### TASK ITEM
Look over the lines below. Report each one that includes the string "drop".

Collected data
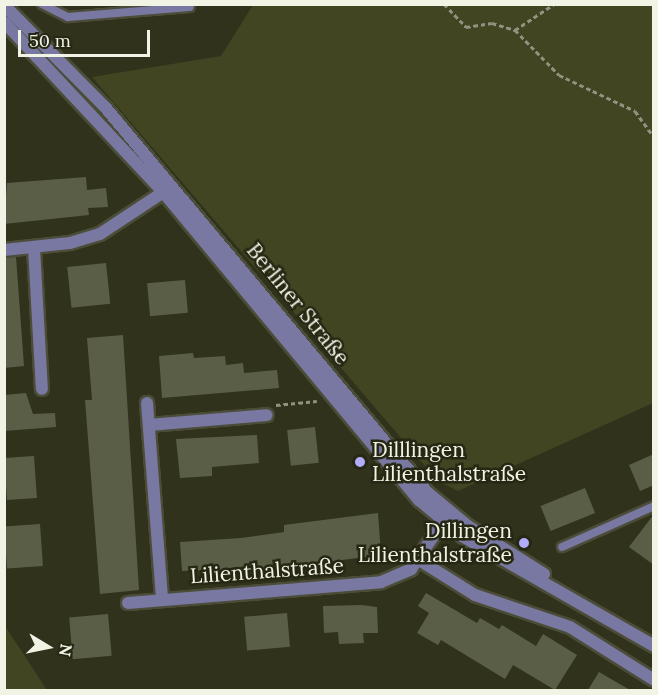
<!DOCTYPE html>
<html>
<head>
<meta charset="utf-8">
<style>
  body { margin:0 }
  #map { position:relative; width:658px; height:695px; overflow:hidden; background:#30321c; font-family:Lora,serif }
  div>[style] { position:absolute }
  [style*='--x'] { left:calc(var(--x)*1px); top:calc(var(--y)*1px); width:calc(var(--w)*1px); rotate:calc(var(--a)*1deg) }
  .green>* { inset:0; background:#424521 }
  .building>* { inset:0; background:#5b5e47; transform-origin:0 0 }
  .path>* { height:3px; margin-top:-1.5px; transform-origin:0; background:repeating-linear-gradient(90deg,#919381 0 4.5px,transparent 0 7.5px) }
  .roads { filter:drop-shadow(2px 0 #4b4d38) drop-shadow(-2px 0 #4b4d38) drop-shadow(0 2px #4b4d38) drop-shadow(0 -2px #4b4d38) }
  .service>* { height:8px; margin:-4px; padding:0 4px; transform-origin:4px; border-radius:4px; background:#7978a2 }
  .minor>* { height:12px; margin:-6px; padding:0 6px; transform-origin:6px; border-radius:6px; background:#7978a2 }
  .dots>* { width:16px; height:16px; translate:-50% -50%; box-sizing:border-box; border:3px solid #262813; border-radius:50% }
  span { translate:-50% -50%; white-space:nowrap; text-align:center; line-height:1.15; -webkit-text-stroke:5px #262813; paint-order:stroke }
  .street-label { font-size:21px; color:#f1f3e5 }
  .poi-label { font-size:21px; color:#f1f3e5 }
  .left { translate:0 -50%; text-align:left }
  .right { translate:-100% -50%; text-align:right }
  .frame { position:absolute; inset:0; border:6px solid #f1f3e5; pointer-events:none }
  .north { position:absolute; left:18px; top:617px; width:60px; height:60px; -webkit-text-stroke:4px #262813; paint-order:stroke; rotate:100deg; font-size:16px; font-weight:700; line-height:24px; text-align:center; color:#f1f3e5 }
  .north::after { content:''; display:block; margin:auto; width:21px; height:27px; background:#f1f3e5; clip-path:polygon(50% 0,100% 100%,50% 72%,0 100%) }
  .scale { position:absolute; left:18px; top:30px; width:132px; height:27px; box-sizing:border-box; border:3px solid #f1f3e5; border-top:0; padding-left:8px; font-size:18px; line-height:21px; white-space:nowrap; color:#f1f3e5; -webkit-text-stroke:4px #262813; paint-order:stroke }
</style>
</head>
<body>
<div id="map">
  <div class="green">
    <div style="clip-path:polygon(253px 5px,653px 5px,653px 403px,458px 491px,438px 481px,92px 77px,221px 56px)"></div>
    <div style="clip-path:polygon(5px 626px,47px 690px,5px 690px)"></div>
  </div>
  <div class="building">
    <div style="clip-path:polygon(86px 177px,87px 190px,106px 188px,108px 207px,88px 208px,89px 215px,4px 224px,7px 183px)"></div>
    <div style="clip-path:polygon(16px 257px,24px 366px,4px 368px,4px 258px)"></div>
    <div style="left:106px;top:263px;width:41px;height:39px;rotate:84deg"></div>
    <div style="left:185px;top:280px;width:33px;height:38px;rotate:85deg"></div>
    <div style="clip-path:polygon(123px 335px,139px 590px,100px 594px,85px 400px,92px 400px,87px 338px)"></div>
    <div style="clip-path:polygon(193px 353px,194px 358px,225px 356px,226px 365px,243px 363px,244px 373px,277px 370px,279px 388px,162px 398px,159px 356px)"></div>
    <div style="clip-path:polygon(26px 393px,33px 414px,55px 413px,56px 427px,4px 431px,4px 395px)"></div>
    <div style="left:315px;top:427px;width:36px;height:28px;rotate:84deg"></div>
    <div style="clip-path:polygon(257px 435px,259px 463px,212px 467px,212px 476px,180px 478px,176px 439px)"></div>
    <div style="clip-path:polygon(654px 454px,654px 485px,640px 491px,629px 465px)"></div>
    <div style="left:34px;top:456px;width:42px;height:30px;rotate:86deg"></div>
    <div style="left:585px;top:488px;width:27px;height:48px;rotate:68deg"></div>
    <div style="clip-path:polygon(378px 513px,381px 555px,287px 567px,182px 571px,180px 542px,241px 538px,284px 532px,284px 525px)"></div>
    <div style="clip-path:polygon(654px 514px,654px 565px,629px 547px)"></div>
    <div style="left:40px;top:524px;width:42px;height:36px;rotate:86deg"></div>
    <div style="clip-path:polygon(426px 593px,477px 623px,480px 618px,499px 629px,502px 625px,536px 646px,543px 634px,577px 655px,555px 690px,513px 665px,505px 679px,441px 640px,438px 645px,417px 633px,429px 613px,418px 606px)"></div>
    <div style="clip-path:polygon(362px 605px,377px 607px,378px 633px,363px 633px,364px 643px,339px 644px,338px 632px,324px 633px,323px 606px)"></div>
    <div style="left:287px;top:613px;width:34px;height:43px;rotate:85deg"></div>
    <div style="left:108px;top:614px;width:42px;height:39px;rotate:85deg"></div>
    <div style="clip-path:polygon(599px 672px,630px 690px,588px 690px)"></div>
  </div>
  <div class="path">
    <div style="--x:444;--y:4;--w:32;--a:46"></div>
    <div style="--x:466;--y:27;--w:26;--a:-9"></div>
    <div style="--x:492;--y:23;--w:24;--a:17"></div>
    <div style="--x:515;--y:30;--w:47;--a:-33.7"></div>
    <div style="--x:515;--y:30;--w:63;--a:45.6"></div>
    <div style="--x:559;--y:75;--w:84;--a:25.3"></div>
    <div style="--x:635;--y:111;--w:32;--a:54"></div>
    <div style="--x:276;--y:405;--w:41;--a:-5.6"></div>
  </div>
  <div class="roads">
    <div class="service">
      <div style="--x:42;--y:4;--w:29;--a:27"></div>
      <div style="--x:68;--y:17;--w:122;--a:-4.7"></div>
      <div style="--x:562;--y:547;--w:101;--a:-24"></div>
    </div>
    <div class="minor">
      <div style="--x:4;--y:5;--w:144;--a:45.3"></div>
      <div style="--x:105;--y:107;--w:502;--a:50.09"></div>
      <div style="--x:427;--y:492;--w:53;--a:39.7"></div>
      <div style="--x:468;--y:526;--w:90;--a:32.3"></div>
      <div style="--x:4;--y:22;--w:234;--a:46.9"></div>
      <div style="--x:164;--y:193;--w:399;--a:50.3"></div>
      <div style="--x:419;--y:500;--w:56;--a:39.9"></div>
      <div style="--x:462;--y:536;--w:221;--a:29.8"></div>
      <div style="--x:34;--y:248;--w:141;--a:86.8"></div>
      <div style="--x:4;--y:250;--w:66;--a:-6.1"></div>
      <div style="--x:70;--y:243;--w:31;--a:-17"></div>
      <div style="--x:100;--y:234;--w:82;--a:-33.5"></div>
      <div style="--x:147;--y:403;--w:197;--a:85.6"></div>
      <div style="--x:149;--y:425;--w:118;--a:-4.8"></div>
      <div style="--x:419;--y:560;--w:66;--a:32"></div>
      <div style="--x:475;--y:595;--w:100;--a:18.6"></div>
      <div style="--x:570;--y:627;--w:99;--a:32.2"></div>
      <div style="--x:128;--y:603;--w:254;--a:-4.7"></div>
      <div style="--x:381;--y:582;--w:33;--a:-23"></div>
      <div style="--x:411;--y:569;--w:64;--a:-55.8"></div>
    </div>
  </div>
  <div class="dots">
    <div style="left:360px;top:462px;background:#b1adfa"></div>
    <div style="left:524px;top:543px;background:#b1adfa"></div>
  </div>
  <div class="street-label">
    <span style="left:298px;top:304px;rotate:51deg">Berliner Straße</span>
    <span style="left:267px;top:571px;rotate:-4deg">Lilienthalstraße</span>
  </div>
  <div class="poi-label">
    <span class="left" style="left:372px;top:462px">Dilllingen<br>Lilienthalstraße</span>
    <span class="right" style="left:512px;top:543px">Dillingen<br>Lilienthalstraße</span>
  </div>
  <div class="frame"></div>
  <div class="north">N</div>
  <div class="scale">50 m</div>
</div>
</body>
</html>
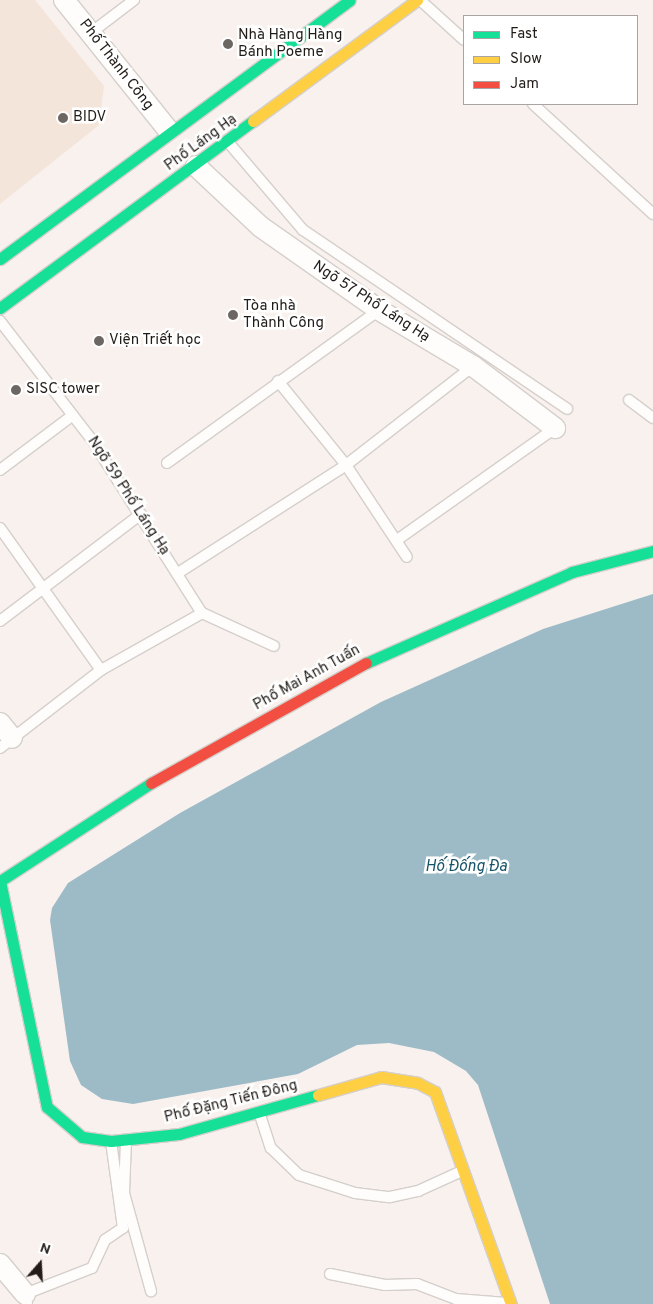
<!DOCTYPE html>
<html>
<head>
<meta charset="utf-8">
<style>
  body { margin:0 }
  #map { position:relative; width:653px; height:1304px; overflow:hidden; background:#f8f1ed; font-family:Overpass,sans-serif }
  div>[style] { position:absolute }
  .built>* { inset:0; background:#f4e5db }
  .water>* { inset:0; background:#9dbac7 }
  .roads { filter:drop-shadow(1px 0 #d5cfcb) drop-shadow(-1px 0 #d5cfcb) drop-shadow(0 1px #d5cfcb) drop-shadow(0 -1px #d5cfcb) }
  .lane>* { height:10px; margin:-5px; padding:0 5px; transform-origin:5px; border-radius:5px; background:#fefdfc }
  .street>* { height:20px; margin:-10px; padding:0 10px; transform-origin:10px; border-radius:10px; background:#fefdfc }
  .fast>* { height:11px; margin:-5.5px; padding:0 5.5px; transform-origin:5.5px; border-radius:5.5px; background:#16e098 }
  .slow>* { height:11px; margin:-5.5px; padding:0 5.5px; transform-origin:5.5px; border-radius:5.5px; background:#ffcf43 }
  .jam>* { height:11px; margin:-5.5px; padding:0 5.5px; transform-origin:5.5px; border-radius:5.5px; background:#f24e42 }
  .dots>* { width:14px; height:14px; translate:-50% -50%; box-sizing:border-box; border:2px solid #fff; border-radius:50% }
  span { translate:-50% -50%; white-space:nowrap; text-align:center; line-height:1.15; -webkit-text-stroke:5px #fff; paint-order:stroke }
  .poi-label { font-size:15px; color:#221c19 }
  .left { translate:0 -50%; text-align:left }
  .street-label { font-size:15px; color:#221c19 }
  .water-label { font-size:16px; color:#175368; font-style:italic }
  .legend { position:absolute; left:463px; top:15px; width:175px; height:90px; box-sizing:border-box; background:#fff; border:1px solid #a7a4a3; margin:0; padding:6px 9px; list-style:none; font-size:15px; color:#221c19 }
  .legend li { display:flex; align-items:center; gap:10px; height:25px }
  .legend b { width:25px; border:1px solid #a7a4a3 }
  .north { position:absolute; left:15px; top:1239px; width:50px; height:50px; -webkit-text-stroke:4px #fff; paint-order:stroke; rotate:19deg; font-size:14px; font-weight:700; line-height:20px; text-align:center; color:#221c19 }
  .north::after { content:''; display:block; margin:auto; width:18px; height:22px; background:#221c19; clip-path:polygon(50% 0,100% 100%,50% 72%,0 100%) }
</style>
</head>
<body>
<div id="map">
  <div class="built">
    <i style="clip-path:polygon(0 0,35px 0,104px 86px,99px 125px,0 204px)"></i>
  </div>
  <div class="water">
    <i style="clip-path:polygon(653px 594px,653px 1304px,550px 1304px,478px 1085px,466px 1071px,434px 1052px,389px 1043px,357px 1045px,298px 1074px,133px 1104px,102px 1099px,81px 1085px,70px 1061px,50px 920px,52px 908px,68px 883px,180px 813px,381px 702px,543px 629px)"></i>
  </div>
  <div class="roads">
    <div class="lane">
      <i style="left:420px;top:0;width:59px;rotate:42.3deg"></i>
      <i style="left:92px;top:32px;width:53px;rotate:-37.3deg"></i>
      <i style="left:533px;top:104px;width:163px;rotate:42.5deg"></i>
      <i style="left:228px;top:142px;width:116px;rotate:49.6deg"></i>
      <i style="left:303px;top:230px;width:319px;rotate:34.1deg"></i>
      <i style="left:0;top:321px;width:150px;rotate:52.3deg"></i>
      <i style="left:92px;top:440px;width:205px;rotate:57.6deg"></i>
      <i style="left:202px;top:613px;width:79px;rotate:24.6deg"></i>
      <i style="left:278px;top:381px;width:108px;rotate:51deg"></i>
      <i style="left:346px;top:465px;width:110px;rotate:56.5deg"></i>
      <i style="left:629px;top:400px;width:30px;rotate:37deg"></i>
      <i style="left:167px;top:463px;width:261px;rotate:-35.8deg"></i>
      <i style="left:0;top:470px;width:91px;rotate:-37deg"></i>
      <i style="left:0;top:528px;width:174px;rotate:54.6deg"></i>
      <i style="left:397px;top:540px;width:194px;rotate:-35.3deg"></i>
      <i style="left:178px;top:573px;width:200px;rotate:-32.7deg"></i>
      <i style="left:346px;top:465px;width:161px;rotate:-37.9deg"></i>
      <i style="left:0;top:621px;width:177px;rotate:-37.2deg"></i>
      <i style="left:0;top:748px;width:128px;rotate:-37.7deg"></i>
      <i style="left:101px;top:670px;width:116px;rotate:-29.4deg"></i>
      <i style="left:259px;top:1112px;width:38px;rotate:72deg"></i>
      <i style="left:271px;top:1148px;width:39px;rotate:44deg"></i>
      <i style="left:299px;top:1175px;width:59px;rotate:17.8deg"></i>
      <i style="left:355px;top:1193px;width:35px;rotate:7deg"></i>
      <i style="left:390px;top:1197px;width:29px;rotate:-12deg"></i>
      <i style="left:418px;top:1191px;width:48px;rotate:-24.4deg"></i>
      <i style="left:126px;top:1141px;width:52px;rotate:92.2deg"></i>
      <i style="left:124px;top:1193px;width:102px;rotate:74.6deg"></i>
      <i style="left:330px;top:1274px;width:56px;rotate:11.3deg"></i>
      <i style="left:385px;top:1285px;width:32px;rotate:-2deg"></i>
      <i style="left:417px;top:1284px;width:42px;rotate:21deg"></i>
      <i style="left:456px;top:1299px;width:51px;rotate:4.5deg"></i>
      <i style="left:27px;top:1304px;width:10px;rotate:-101deg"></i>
      <i style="left:25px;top:1294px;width:72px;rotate:-21.2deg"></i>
      <i style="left:92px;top:1268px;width:31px;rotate:-65deg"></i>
      <i style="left:105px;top:1240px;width:22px;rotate:-34deg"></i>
      <i style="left:123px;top:1228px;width:87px;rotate:-97.9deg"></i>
    </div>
    <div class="street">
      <i style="left:64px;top:0;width:166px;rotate:51.3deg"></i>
      <i style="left:196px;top:166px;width:89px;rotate:43.2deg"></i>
      <i style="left:261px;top:227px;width:144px;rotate:35.1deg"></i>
      <i style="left:379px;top:310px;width:109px;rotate:30.8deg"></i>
      <i style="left:473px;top:366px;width:103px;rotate:37.1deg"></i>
      <i style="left:0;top:723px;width:19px;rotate:51deg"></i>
      <i style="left:0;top:1264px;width:39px;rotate:50deg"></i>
    </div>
    <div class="fast">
      <i style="left:0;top:259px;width:435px;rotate:-36.5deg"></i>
      <i style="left:0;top:308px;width:315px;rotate:-36.5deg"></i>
      <i style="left:366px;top:663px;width:225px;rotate:-23.8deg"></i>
      <i style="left:572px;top:572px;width:84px;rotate:-14.5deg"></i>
      <i style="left:151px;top:783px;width:180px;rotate:147deg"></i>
      <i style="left:0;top:881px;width:231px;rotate:78.3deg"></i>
      <i style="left:47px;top:1107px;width:46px;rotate:40.6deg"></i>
      <i style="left:82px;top:1137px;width:29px;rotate:8deg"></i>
      <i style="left:111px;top:1141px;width:68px;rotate:-5.9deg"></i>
      <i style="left:179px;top:1134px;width:144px;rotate:-15.7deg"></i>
    </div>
    <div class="slow">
      <i style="left:253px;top:121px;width:204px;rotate:-36.4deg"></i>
      <i style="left:318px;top:1095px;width:66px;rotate:-15.9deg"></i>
      <i style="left:381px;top:1077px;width:37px;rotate:9deg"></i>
      <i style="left:418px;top:1083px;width:19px;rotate:28deg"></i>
      <i style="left:435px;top:1092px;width:225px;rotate:70.3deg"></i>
    </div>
    <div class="jam">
      <i style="left:151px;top:783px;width:246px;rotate:-29.2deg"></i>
    </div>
  </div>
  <div class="dots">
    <i style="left:228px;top:44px;background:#6d6763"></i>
    <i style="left:63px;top:118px;background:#6d6763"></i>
    <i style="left:233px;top:315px;background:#6d6763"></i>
    <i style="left:99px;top:341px;background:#6d6763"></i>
    <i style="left:16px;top:390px;background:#6d6763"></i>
  </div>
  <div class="poi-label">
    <span class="left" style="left:238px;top:44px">Nhà Hàng Hàng<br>Bánh Poeme</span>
    <span class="left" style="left:73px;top:118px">BIDV</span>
    <span class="left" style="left:243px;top:315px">Tòa nhà<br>Thành Công</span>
    <span class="left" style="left:109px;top:341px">Viện Triết học</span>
    <span class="left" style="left:26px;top:390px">SISC tower</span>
  </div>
  <div class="street-label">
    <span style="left:116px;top:65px;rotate:52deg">Phố Thành Công</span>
    <span style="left:201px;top:143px;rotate:-36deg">Phố Láng Hạ</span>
    <span style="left:371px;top:302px;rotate:33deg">Ngõ 57 Phố Láng Hạ</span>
    <span style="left:128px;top:496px;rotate:57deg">Ngõ 59 Phố Láng Hạ</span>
    <span style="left:307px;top:678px;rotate:-29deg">Phố Mai Anh Tuấn</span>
    <span style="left:231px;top:1102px;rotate:-14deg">Phố Đặng Tiến Đông</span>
  </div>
  <div class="water-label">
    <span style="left:466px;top:867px">Hố Đống Đa</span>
  </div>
  <ul class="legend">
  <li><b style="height:6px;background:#16e098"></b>Fast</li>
  <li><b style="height:6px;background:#ffcf43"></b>Slow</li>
  <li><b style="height:6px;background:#f24e42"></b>Jam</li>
  </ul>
  <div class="north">N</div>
</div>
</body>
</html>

### ANSWER
  .roads { filter:drop-shadow(2px 0 #4b4d38) drop-shadow(-2px 0 #4b4d38) drop-shadow(0 2px #4b4d38) drop-shadow(0 -2px #4b4d38) }
  .roads { filter:drop-shadow(1px 0 #d5cfcb) drop-shadow(-1px 0 #d5cfcb) drop-shadow(0 1px #d5cfcb) drop-shadow(0 -1px #d5cfcb) }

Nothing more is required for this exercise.